Ross Brawn est quelqu’un qui a été très longtemps chez Ferrari et qui a aussi participé au succès de Schumacher. Qui est-il? Est-ce que vous le connaissez? Avez-vous déjà travaillé avec lui?
C’est quelqu’un que j’apprécie beaucoup. Je le connais vraiment très très bien. J’ai travaillé indirectement avec lui, puisqu’il était chez Ferrari à l’époque où on avait des moteurs Ferrari (Ndlr: lors de l’aventure Prost Grand Prix). Mais bien avant, il faisait du sport prototype avec Jaguar notamment. Chez Benetton en F1, il a été champion du monde avec Schumacher. Ce n’est pas un pur ingénieur qui est capable de décider de A jusqu’à Z au sujet d’une voiture. Il peut le faire mais ce n’est pas là où est sa grande force. Sa grande force, c’est de mener l’équipe technique, de lire - déjà - les règlements et de les interpréter. Il est vraiment très efficace là-dessus et il vient de le prouver cette année. Il sait faire travailler l’équipe technique autour d’un projet. C’est un super organisateur doté de qualités humaines exceptionnelles. Donc, c’est vraiment quelqu’un d’extrêmement important dans une équipe.

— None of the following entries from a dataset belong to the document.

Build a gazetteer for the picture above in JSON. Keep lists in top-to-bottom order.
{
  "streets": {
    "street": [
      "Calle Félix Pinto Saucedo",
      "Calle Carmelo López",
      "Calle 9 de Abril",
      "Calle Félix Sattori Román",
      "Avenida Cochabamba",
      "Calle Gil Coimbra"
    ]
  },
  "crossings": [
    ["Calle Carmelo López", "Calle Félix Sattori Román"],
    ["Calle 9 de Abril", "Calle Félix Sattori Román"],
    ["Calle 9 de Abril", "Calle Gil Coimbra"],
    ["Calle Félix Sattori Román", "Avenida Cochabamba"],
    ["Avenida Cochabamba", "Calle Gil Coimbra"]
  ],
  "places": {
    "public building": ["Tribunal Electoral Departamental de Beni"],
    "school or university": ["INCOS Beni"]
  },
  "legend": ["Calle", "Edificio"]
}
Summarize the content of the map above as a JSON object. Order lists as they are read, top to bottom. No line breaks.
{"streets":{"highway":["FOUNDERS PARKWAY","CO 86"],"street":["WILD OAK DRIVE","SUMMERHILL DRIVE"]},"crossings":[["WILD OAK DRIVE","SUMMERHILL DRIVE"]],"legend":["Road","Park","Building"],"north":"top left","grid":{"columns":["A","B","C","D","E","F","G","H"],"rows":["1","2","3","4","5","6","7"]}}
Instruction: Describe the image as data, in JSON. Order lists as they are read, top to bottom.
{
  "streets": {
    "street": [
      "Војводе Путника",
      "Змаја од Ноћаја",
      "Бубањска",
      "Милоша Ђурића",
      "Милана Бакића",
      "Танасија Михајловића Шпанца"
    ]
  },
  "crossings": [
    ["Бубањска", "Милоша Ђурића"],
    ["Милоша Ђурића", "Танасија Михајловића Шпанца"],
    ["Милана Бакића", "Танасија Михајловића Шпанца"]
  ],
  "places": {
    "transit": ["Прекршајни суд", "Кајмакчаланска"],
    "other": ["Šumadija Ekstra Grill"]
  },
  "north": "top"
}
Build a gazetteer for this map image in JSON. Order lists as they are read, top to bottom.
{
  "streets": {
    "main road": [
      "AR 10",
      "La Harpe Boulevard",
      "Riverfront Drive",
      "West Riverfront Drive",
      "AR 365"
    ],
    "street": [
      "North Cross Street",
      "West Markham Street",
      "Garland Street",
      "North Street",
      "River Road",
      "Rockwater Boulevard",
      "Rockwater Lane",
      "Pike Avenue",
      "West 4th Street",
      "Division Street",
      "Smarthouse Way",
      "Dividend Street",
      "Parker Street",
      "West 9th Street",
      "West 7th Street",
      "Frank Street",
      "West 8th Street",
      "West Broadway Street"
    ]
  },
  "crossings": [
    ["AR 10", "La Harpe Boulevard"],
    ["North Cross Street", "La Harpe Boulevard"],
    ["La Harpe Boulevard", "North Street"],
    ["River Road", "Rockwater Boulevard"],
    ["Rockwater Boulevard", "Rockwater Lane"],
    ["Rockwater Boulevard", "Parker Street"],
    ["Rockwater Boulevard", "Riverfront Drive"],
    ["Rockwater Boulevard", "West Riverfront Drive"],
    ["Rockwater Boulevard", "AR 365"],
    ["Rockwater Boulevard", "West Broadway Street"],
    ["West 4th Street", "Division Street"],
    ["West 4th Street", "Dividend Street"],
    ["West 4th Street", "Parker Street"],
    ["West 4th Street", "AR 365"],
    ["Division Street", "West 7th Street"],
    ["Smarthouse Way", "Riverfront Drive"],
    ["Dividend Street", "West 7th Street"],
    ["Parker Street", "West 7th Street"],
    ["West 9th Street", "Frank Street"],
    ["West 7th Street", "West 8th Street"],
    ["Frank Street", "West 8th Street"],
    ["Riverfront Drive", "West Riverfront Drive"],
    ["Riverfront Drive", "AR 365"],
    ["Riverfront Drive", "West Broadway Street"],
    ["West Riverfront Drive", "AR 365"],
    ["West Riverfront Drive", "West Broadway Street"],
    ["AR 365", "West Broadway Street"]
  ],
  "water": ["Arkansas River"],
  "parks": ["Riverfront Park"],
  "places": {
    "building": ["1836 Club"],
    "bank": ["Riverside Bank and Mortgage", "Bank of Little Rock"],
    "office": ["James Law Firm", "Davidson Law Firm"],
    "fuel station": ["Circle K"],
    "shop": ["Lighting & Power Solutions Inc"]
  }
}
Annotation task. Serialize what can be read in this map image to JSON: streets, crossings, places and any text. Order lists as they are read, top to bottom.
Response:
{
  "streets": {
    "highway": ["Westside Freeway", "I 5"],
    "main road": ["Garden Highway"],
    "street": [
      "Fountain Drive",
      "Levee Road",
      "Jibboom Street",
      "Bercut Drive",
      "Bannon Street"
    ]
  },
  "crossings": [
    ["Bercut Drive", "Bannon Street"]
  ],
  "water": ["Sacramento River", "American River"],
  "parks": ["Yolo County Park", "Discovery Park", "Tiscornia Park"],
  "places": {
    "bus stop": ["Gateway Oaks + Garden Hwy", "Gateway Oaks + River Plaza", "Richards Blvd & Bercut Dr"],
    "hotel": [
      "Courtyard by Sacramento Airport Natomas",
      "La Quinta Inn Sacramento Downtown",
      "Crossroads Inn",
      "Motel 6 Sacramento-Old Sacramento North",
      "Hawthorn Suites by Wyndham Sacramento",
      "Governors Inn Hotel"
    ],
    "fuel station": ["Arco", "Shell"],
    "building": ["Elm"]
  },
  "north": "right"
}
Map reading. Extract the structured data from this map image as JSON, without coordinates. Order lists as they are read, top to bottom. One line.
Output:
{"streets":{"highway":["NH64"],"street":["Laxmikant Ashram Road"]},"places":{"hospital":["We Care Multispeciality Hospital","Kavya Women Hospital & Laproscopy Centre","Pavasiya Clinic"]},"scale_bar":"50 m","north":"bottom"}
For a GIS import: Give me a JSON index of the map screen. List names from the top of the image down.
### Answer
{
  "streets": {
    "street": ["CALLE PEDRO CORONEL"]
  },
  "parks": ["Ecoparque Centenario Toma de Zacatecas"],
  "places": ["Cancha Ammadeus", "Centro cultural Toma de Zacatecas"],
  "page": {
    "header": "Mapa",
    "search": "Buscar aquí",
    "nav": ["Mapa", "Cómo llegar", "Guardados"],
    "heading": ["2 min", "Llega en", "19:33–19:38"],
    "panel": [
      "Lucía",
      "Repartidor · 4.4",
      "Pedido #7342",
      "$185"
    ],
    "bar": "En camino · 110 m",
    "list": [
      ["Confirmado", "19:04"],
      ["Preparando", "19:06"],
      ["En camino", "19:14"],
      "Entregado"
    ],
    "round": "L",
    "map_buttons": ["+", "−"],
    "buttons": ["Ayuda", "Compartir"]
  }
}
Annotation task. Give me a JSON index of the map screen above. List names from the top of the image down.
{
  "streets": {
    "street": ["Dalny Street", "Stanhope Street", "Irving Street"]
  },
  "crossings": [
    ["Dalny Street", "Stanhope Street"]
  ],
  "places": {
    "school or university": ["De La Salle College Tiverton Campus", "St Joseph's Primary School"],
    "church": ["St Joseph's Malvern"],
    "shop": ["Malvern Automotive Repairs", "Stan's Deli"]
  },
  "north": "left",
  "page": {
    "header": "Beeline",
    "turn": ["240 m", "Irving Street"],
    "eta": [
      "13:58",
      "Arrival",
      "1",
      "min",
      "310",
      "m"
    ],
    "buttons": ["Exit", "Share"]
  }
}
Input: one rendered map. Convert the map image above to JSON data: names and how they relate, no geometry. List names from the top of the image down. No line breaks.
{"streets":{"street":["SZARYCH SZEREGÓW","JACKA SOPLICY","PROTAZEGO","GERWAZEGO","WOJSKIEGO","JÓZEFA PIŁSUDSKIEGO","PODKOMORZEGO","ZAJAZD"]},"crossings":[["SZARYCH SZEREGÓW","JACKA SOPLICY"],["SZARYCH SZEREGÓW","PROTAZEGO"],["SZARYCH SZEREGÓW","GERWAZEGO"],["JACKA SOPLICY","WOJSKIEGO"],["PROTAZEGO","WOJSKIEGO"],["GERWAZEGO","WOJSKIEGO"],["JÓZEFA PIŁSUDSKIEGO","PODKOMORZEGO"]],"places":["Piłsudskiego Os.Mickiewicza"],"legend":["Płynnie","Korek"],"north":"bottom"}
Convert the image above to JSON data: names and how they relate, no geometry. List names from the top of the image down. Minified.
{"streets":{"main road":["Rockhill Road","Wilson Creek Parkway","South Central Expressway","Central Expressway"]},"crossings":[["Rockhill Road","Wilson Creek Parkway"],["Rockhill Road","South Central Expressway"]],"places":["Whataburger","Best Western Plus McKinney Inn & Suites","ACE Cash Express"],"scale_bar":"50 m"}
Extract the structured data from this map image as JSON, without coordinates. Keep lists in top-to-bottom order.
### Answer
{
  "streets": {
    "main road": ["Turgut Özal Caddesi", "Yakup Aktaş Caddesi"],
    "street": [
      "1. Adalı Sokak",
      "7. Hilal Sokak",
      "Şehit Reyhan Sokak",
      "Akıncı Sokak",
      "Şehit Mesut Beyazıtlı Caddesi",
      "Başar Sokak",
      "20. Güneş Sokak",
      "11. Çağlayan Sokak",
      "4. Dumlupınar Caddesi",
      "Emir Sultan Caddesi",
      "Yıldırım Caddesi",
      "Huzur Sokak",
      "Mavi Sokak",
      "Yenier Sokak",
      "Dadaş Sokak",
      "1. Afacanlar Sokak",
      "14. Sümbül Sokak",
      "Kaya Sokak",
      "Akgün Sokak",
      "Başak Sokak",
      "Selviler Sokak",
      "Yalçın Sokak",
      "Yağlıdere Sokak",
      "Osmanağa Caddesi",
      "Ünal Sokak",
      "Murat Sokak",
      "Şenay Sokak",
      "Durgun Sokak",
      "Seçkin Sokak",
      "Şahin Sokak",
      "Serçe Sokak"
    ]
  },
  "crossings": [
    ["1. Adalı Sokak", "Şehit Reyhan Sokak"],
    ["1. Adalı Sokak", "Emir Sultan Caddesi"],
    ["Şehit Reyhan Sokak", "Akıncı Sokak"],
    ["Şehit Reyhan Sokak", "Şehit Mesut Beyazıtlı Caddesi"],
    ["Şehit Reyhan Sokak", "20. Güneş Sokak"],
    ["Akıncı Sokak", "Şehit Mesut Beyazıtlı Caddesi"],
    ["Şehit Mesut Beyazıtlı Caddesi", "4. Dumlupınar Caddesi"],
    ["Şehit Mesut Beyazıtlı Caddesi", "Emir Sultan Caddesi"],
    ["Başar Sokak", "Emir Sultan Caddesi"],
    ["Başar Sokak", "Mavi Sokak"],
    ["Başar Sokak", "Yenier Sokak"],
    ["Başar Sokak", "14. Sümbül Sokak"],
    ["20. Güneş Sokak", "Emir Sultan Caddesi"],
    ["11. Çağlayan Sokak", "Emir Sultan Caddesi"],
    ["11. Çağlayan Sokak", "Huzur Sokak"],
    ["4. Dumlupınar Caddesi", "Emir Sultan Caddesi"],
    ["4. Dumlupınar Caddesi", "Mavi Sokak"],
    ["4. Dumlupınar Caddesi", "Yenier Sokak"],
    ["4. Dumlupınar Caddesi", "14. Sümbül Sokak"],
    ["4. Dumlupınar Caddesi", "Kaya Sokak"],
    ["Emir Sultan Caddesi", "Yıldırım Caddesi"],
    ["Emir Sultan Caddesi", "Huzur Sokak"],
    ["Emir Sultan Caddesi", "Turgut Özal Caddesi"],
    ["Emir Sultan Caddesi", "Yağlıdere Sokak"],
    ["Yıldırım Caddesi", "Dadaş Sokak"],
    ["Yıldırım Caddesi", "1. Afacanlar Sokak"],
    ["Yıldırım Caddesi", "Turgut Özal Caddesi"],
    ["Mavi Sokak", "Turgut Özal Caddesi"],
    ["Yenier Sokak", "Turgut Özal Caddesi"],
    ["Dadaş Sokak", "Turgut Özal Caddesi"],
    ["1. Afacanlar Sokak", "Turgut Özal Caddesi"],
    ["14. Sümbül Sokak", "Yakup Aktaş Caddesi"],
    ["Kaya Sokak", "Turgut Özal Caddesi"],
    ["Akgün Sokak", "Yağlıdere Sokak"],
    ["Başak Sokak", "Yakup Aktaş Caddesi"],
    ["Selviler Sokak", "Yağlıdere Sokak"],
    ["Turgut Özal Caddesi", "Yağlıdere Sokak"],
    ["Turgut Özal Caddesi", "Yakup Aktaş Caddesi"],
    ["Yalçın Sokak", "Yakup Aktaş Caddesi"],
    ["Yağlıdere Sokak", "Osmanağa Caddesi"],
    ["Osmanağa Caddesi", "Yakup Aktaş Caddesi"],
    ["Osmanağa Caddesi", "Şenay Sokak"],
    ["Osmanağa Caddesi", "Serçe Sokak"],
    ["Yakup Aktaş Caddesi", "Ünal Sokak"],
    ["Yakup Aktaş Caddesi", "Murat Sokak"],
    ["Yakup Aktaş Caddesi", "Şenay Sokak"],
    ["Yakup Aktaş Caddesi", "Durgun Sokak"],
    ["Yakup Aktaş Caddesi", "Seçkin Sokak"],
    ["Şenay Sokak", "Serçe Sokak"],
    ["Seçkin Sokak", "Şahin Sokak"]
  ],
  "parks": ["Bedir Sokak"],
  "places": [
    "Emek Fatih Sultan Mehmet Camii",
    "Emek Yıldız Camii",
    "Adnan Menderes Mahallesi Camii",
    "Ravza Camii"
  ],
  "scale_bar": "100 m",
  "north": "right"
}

On sait que Renault, Ferrari et BMW ont fait appel au sujet du diffuseur arrière des Brawn, des Toyota et des Williams. Est-ce qu’on peut imaginer que la FIA puisse annuler les résultats des deux premiers Grands Prix puisque l’examen de l’appel aura lieu après la Malaisie?
Ça serait dommage. Annuler le résultat, je ne pense pas. D’ailleurs, règlementairement, ça ne devrait pas pouvoir se faire puisque la FIA a accepté le diffuseur arrière à Melbourne. Ce qui peut se passer, c’est qu’à partir de tel Grand Prix, la Fédération internationale dise que l’interprétation du règlement n’est pas celle-là et que tout le monde doit avoir à peu près la même ligne de diffuseur. Et ça, ce serait aussi difficile pour ces équipes-là qui devraient alors tout refaire. La voiture a été conçue de l’avant jusqu’à l’arrière, de l’aileron avant au fond plat, avec plein de petits appendices aérodynamiques. Et supprimer ça, c’est vrai que ça peut compliquer beaucoup de choses pour ces écuries-là. Mais ce serait un peu dommageable pour le sport et l’esprit de la F1 car c’est aussi dans la lecture des règlements que l’on voit le savoir-faire des ingénieurs. Il faut laisser un petit peu libre court à cette ingéniosité.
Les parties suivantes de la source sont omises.